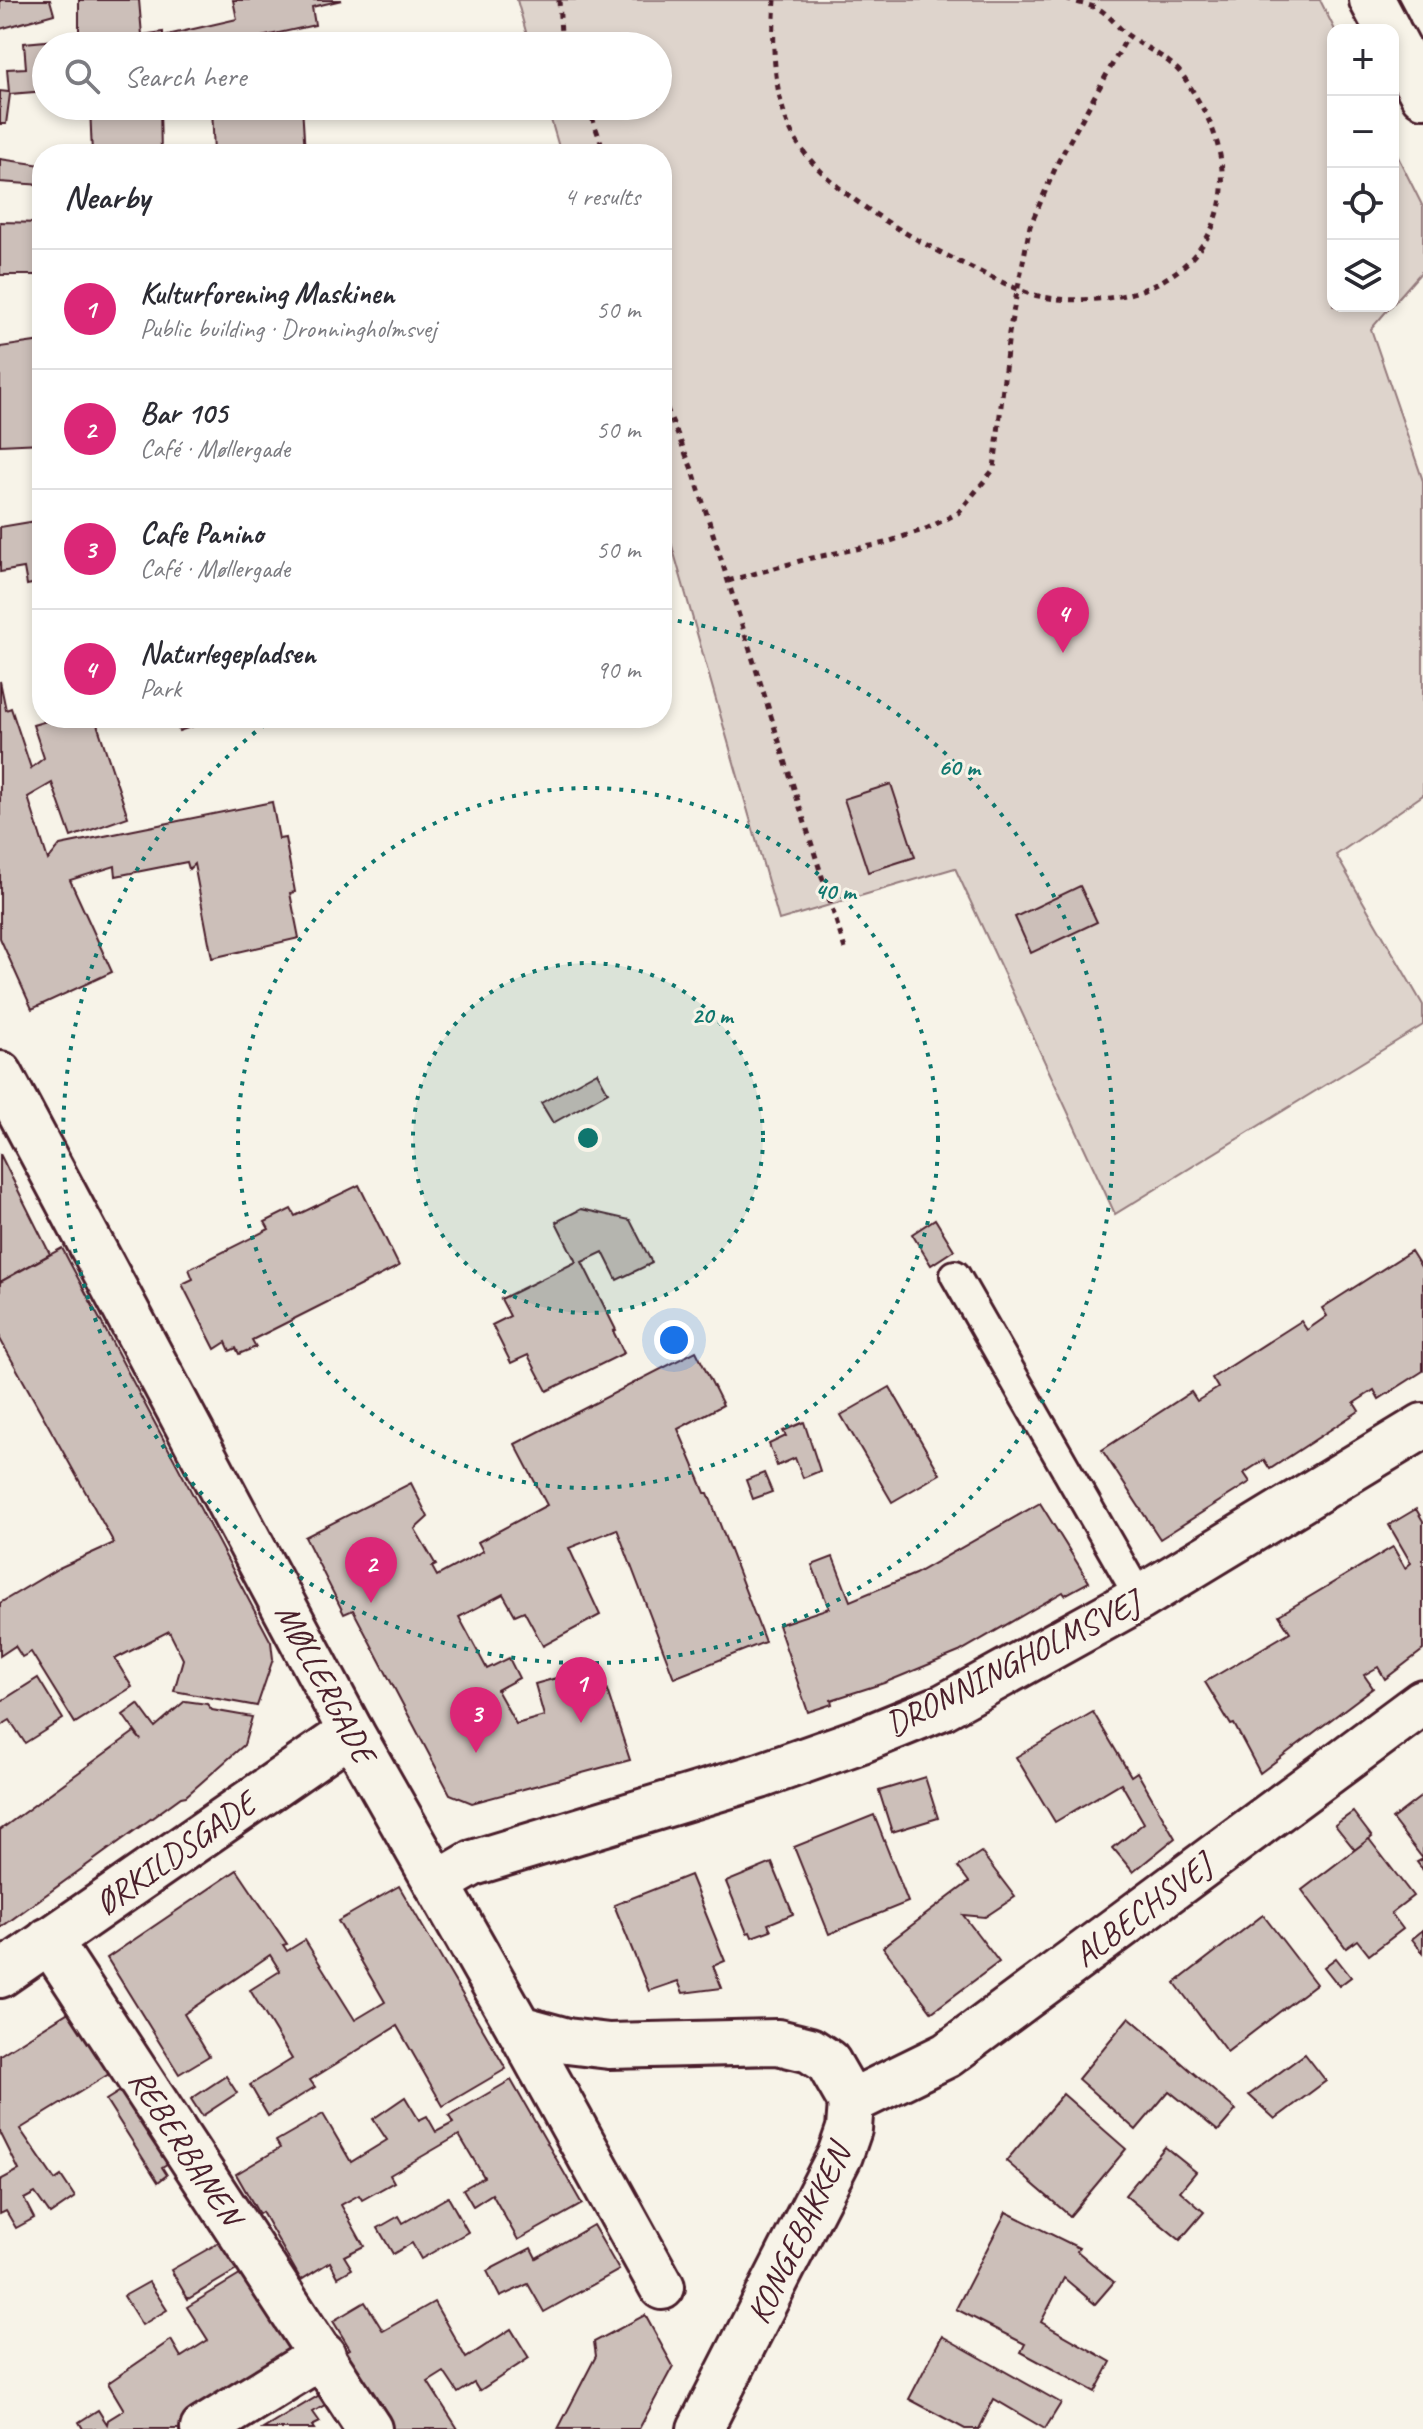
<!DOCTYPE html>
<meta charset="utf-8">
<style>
:root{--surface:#fff;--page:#f2f2f3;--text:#2b2b33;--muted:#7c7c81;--line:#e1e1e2;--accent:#db2777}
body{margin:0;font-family:Caveat,sans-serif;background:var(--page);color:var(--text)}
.controls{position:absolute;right:24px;top:24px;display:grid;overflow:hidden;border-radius:16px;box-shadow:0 4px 12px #0003}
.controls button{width:72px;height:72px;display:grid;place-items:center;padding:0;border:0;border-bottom:2px solid var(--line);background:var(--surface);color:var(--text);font:40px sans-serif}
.you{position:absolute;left:674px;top:1340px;width:28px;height:28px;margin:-20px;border:6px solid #fff;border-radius:50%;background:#1a73e8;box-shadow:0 0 0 12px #1a73e833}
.badge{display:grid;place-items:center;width:52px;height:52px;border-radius:50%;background:var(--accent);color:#fff;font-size:26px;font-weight:700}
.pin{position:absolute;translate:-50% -66px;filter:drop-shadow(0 2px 4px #0008)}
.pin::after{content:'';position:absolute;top:42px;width:28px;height:24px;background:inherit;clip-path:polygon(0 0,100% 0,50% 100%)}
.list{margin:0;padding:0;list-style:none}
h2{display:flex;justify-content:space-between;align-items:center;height:104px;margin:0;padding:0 32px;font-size:34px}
h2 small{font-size:26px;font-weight:400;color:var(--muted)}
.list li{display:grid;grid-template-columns:52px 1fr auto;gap:24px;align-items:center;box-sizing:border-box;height:120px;padding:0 32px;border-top:2px solid var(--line)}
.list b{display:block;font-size:30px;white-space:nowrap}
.list p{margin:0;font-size:26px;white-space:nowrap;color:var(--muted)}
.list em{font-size:26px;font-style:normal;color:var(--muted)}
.icon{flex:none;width:44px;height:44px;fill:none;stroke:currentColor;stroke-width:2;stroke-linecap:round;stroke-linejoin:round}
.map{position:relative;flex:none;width:1423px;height:2429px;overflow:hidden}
.search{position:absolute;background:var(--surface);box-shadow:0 4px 12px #0003;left:32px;top:32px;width:640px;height:88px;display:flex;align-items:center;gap:20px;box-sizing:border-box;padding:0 28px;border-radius:44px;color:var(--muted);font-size:30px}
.panel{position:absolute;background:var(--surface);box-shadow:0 4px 12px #0003;left:32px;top:144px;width:640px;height:584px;border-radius:32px}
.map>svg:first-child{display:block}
</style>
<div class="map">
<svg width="1423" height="2429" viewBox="0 0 1423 2429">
<rect width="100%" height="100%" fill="#f7f3e8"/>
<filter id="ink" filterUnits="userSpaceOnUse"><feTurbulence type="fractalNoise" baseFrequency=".0125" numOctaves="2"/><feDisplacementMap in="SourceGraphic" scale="16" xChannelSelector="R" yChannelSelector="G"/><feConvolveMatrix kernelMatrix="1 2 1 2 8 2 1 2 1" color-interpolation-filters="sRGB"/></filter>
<g filter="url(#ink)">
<g fill="#ded4cc" stroke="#947a7c" stroke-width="2">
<path d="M 517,0 L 1320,0 L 1335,30 L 1333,306 L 1391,306 L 1371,329 L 1423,481 L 1423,795 L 1336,855 L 1423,1005 L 1423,1025 L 1115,1214 L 955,868 L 779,920 L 662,511 L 662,154 L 561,154 L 547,106 L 658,106 L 658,46 L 530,46 Z"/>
<path d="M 1393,147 L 1423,207 L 1423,270 L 1393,304 Z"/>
</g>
<g fill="#ccbfb9" stroke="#4a1f2b" stroke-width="2">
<path d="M 0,0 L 50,0 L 54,14 L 0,29 Z"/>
<path d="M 79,0 L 139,0 L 142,35 L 163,32 L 163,36 L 237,19 L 233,0 L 342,0 L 312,7 L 315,25 L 220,46 L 46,46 L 46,91 L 10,94 L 6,124 L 0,124 L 0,91 L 9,92 L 7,69 L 26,68 L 24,43 L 79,38 Z"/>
<path d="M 90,106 L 160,106 L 161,154 L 92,154 Z"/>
<path d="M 212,106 L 302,106 L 305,154 L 214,154 Z"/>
<path d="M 0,159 L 42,165 L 42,185 L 0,182 Z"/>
<path d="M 0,222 L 42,223 L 42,275 L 0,275 Z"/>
<path d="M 42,341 L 42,443 L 0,445 L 0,347 Z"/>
<path d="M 42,520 L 42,582 L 27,585 L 24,568 L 0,572 L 0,527 Z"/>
<path d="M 0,681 L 6,710 L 11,708 L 31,768 L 44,758 L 33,725 L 57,718 L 95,718 L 128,817 L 71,837 L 52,783 L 28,797 L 48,860 L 60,845 L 272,802 L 279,839 L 285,838 L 295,892 L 290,893 L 299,938 L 212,958 L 194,864 L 189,869 L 187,862 L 116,876 L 115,866 L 70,880 L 112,972 L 32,1009 L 0,938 Z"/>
<path d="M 175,718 L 201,718 L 203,723 L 179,731 Z"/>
<path d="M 891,784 L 915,857 L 868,872 L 844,799 Z"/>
<path d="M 1080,886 L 1097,922 L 1031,953 L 1015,917 Z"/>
<path d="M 597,1072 L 608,1092 L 553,1123 L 541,1103 Z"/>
<path d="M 0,1154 L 50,1254 L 0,1282 Z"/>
<path d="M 359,1185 L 399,1266 L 252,1340 L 256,1347 L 239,1354 L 236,1348 L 230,1351 L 226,1342 L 215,1349 L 182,1284 L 193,1279 L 189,1269 L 269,1229 L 265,1222 L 291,1209 L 295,1216 Z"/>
<path d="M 581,1209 L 630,1220 L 652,1263 L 617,1280 L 603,1252 L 582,1262 L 616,1330 L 613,1331 L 624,1353 L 547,1391 L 528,1355 L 511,1363 L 492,1325 L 510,1316 L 501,1299 L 576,1262 L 556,1222 Z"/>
<path d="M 935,1219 L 954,1250 L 931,1265 L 912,1234 Z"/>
<path d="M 62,1248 L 271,1642 L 273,1659 L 257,1706 L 174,1691 L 183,1659 L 169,1631 L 115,1659 L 132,1687 L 75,1723 L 31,1652 L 22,1657 L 15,1646 L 0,1656 L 0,1603 L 59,1568 L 114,1543 L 0,1339 L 0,1282 Z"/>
<path d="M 1411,1251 L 1423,1270 L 1423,1371 L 1379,1399 L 1374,1390 L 1354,1403 L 1359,1411 L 1270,1469 L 1264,1460 L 1244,1473 L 1250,1482 L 1160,1539 L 1102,1450 L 1191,1392 L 1197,1401 L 1218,1388 L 1212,1378 L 1301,1321 L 1307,1330 L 1327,1316 L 1322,1308 Z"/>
<path d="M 696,1351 L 723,1405 L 678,1429 L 705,1493 L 708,1493 L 765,1642 L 674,1678 L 617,1529 L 569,1548 L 600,1615 L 543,1646 L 524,1611 L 515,1615 L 503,1594 L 459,1617 L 487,1669 L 509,1658 L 519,1678 L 497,1690 L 516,1724 L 544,1716 L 535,1684 L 599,1666 L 630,1760 L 472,1803 L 450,1794 L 353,1610 L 344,1614 L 305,1537 L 411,1483 L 428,1517 L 415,1529 L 436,1565 L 432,1567 L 437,1576 L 483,1551 L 478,1542 L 547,1505 L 515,1444 Z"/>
<path d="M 890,1387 L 940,1474 L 892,1502 L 841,1415 Z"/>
<path d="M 804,1422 L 820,1471 L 803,1478 L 795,1458 L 777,1466 L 769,1444 L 786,1436 L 783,1431 Z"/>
<path d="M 764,1473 L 772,1492 L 753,1499 L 746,1480 Z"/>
<path d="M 1040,1503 L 1089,1582 L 1065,1595 L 1063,1592 L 959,1652 L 884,1683 L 831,1700 L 832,1704 L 808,1712 L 778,1625 L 829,1608 L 812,1565 L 833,1557 L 850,1601 L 915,1574 Z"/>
<path d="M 1416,1509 L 1423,1521 L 1423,1650 L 1385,1679 L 1378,1667 L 1364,1675 L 1373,1688 L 1260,1773 L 1234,1724 L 1231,1725 L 1205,1682 L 1290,1632 L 1279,1615 L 1393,1547 L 1405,1568 L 1411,1563 L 1389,1525 Z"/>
<path d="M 38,1678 L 63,1719 L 25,1743 L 10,1720 L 0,1726 L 0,1702 Z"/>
<path d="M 185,1701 L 207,1704 L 212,1710 L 252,1717 L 244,1745 L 186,1796 L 181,1797 L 0,1928 L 0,1830 L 134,1732 L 141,1740 L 123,1715 L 138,1704 L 155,1727 Z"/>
<path d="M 1093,1712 L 1131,1776 L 1137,1772 L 1175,1838 L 1133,1872 L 1113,1848 L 1144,1823 L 1121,1783 L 1055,1822 L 1016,1757 Z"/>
<path d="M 925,1777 L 938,1818 L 892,1832 L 879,1791 Z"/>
<path d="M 1423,1795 L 1423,1870 L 1417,1862 L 1423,1859 L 1392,1819 Z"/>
<path d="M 1353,1812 L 1372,1837 L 1355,1850 L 1335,1825 Z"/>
<path d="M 874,1815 L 908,1902 L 829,1934 L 794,1847 Z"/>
<path d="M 1369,1839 L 1413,1896 L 1391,1913 L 1403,1929 L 1369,1955 L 1357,1940 L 1346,1948 L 1302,1890 Z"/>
<path d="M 981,1852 L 1015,1897 L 985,1917 L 963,1915 L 999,1962 L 932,2012 L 883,1947 L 969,1882 L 958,1867 Z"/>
<path d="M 772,1863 L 793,1914 L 768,1924 L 771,1930 L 752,1937 L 750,1932 L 747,1933 L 726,1882 Z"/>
<path d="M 237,1870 L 287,1944 L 283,1945 L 287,1951 L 305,1940 L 355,2020 L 385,2002 L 338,1921 L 399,1886 L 506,2069 L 443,2106 L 397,2026 L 310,2080 L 315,2087 L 268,2116 L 250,2085 L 292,2059 L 250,1990 L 280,1971 L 270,1955 L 184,2014 L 209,2056 L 179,2074 L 107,1958 Z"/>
<path d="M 690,1875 L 725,1961 L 713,1966 L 722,1988 L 683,1993 L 678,1981 L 649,1991 L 614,1905 Z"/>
<path d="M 1263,1915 L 1316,1984 L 1227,2052 L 1175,1983 Z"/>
<path d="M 1423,1930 L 1423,1953 L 1412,1939 Z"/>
<path d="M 1336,1958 L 1351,1977 L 1339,1986 L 1324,1967 Z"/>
<path d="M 83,2003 L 122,2066 L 20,2129 L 55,2180 L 61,2176 L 75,2197 L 50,2214 L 35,2193 L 24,2199 L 34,2218 L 16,2228 L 6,2211 L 0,2214 L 0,2180 L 19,2170 L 0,2132 L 0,2055 Z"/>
<path d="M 1129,2017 L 1236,2110 L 1218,2131 L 1169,2091 L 1136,2130 L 1078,2079 Z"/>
<path d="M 1305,2054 L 1326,2081 L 1275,2119 L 1249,2095 Z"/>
<path d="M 226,2076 L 237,2093 L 202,2116 L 191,2099 Z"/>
<path d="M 511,2080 L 582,2204 L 518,2240 L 492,2194 L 473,2206 L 463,2189 L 484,2177 L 459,2135 L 390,2175 L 394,2182 L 362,2200 L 359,2195 L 341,2205 L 364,2246 L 344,2256 L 352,2269 L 338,2277 L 330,2262 L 301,2280 L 262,2212 L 259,2214 L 236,2174 L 280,2148 L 276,2141 L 323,2114 L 351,2162 L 387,2140 L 373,2119 L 405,2097 L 419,2120 L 427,2116 L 436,2132 L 453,2123 L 449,2116 Z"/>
<path d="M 135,2082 L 180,2156 L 162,2167 L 167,2175 L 158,2182 L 106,2100 Z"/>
<path d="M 1063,2094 L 1126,2149 L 1070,2216 L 1006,2161 Z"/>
<path d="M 1165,2147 L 1196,2172 L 1180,2191 L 1204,2212 L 1180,2240 L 1125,2195 Z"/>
<path d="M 448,2197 L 468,2232 L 421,2259 L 412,2243 L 393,2254 L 378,2228 L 399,2216 L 403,2223 Z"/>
<path d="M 1006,2212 L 1079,2248 L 1077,2251 L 1114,2282 L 1095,2304 L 1064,2278 L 1041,2322 L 1111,2362 L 1095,2392 L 1021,2352 L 1025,2344 L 956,2309 Z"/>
<path d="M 593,2225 L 619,2270 L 544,2312 L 528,2284 L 500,2297 L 487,2271 L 531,2248 L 536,2258 Z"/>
<path d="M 229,2237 L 245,2265 L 188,2299 L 171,2270 Z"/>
<path d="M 248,2270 L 305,2361 L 195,2429 L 83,2429 L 79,2422 L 98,2410 L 107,2424 L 108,2420 L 124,2410 L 108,2383 L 171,2340 L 181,2357 L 208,2340 L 187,2307 Z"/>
<path d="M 149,2282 L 167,2310 L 142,2325 L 124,2296 Z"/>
<path d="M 365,2302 L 383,2331 L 434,2302 L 466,2358 L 511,2329 L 529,2358 L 479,2391 L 474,2383 L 458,2393 L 444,2372 L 428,2382 L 458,2429 L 393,2429 L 345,2352 L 350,2349 L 333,2321 Z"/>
<path d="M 645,2315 L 673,2366 L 639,2429 L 558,2429 L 596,2356 L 594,2342 Z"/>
<path d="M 942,2336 L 1061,2403 L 1045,2429 L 994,2399 L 979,2429 L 965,2429 L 909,2399 Z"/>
<path d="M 323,2393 L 328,2403 L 313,2412 L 320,2422 L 312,2426 L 314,2429 L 263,2429 Z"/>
</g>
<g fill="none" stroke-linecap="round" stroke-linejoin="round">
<defs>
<path id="lane" d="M 955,1275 L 1140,1598"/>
<g id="street">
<path d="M 1372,0 L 1388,30"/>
<path d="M 1393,39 L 1423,95"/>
<path d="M 437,1884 L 473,1863 L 760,1776 L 862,1740 L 943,1707 L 1140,1598 L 1423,1426"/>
<path d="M 49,1940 L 369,2429"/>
<path d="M 0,1975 L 351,1732"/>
<path d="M 519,2028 L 662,2287"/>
<path d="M 851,2102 L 947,2055 L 1423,1702"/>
<path d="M 203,2429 L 323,2355"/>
</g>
<path id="secondary" d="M 0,1074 L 351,1732 L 519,2028 L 567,2041 L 609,2046 L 778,2042 L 810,2050 L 828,2062 L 851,2102 L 849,2129 L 840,2155 L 700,2429"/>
</defs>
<use href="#lane" stroke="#4a1f2b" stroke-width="34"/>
<use href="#street" stroke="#4a1f2b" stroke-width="50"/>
<use href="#secondary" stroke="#4a1f2b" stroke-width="50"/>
<g stroke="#4a1f2b" stroke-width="5" stroke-dasharray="6 6" stroke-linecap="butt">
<path d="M 559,0 L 561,34 L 566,46"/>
<path d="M 775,0 C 772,41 773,88 789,127 C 819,198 951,259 1019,290 C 1045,300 1069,301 1097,299 C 1202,292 1254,200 1202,107 C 1195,96 1188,81 1179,71 C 1165,56 1145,48 1129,36 C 1119,29 1112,18 1102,11 C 1093,5 1078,3 1068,0"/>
<path d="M 588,106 L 605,154"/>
<path d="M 662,397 L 694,474 L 845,949"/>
<path d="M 728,581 L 807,559 L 885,543 L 928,528 L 958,513 L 994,469 L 1009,333 L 1030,226 L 1058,162 L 1128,36"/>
</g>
<use href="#lane" stroke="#f7f3e8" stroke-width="28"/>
<use href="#street" stroke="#f7f3e8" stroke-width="44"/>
<use href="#secondary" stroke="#f7f3e8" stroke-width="44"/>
</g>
</g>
<circle cx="588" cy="1138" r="175" fill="#0f766e" fill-opacity=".12"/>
<g fill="none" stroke="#0f766e" stroke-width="4" stroke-dasharray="4 8">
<circle cx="588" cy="1138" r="175"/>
<circle cx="588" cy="1138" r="350"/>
<path d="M666 619A525 525 0 1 1 272 719"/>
</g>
<g text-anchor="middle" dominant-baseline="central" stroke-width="6" stroke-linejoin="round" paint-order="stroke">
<g font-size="34" fill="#4a1f2b" stroke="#f7f3e8">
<text transform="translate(1012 1663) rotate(-27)">DRONNINGHOLMSVEJ</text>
<text transform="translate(326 1683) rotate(62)">MØLLERGADE</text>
<text transform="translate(175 1853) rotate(-35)">ØRKILDSGADE</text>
<text transform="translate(1142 1910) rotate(-37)">ALBECHSVEJ</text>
<text transform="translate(186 2147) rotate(57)">REBERBANEN</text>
<text transform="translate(798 2234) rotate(-64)">KONGEBAKKEN</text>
</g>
</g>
<circle cx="588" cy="1138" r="12" fill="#0f766e" stroke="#f7f3e8" stroke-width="4"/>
<g font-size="24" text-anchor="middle" font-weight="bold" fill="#0f766e" stroke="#f7f3e8" stroke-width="6" stroke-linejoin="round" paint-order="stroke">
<text x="959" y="775">60 m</text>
<text x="835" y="899">40 m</text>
<text x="712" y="1023">20 m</text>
</g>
</svg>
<div class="controls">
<button>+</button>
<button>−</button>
<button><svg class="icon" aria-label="locate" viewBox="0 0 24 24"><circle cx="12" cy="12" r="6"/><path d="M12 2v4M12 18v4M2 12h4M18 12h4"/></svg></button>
<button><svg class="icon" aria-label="layers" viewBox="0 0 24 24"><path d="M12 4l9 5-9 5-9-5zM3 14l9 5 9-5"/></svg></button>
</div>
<div class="you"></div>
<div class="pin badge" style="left:581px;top:1723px">1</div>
<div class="pin badge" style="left:371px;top:1603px">2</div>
<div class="pin badge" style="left:476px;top:1753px">3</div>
<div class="pin badge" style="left:1063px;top:653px">4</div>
<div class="search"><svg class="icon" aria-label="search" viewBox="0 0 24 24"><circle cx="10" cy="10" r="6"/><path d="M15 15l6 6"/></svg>Search here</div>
<section class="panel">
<h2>Nearby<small>4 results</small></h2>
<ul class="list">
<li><span class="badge">1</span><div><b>Kulturforening Maskinen</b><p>Public building · Dronningholmsvej</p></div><em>50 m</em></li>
<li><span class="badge">2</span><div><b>Bar 105</b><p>Café · Møllergade</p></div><em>50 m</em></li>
<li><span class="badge">3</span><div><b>Cafe Panino</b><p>Café · Møllergade</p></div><em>50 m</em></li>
<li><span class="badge">4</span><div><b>Naturlegepladsen</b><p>Park</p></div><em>90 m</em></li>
</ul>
</section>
</div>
..............................
● **Your task**:
Only lines with the string "serif" belong in the answer; copy each of them from the listing.

● **Output of the task**:
body{margin:0;font-family:Caveat,sans-serif;background:var(--page);color:var(--text)}
.controls button{width:72px;height:72px;display:grid;place-items:center;padding:0;border:0;border-bottom:2px solid var(--line);background:var(--surface);color:var(--text);font:40px sans-serif}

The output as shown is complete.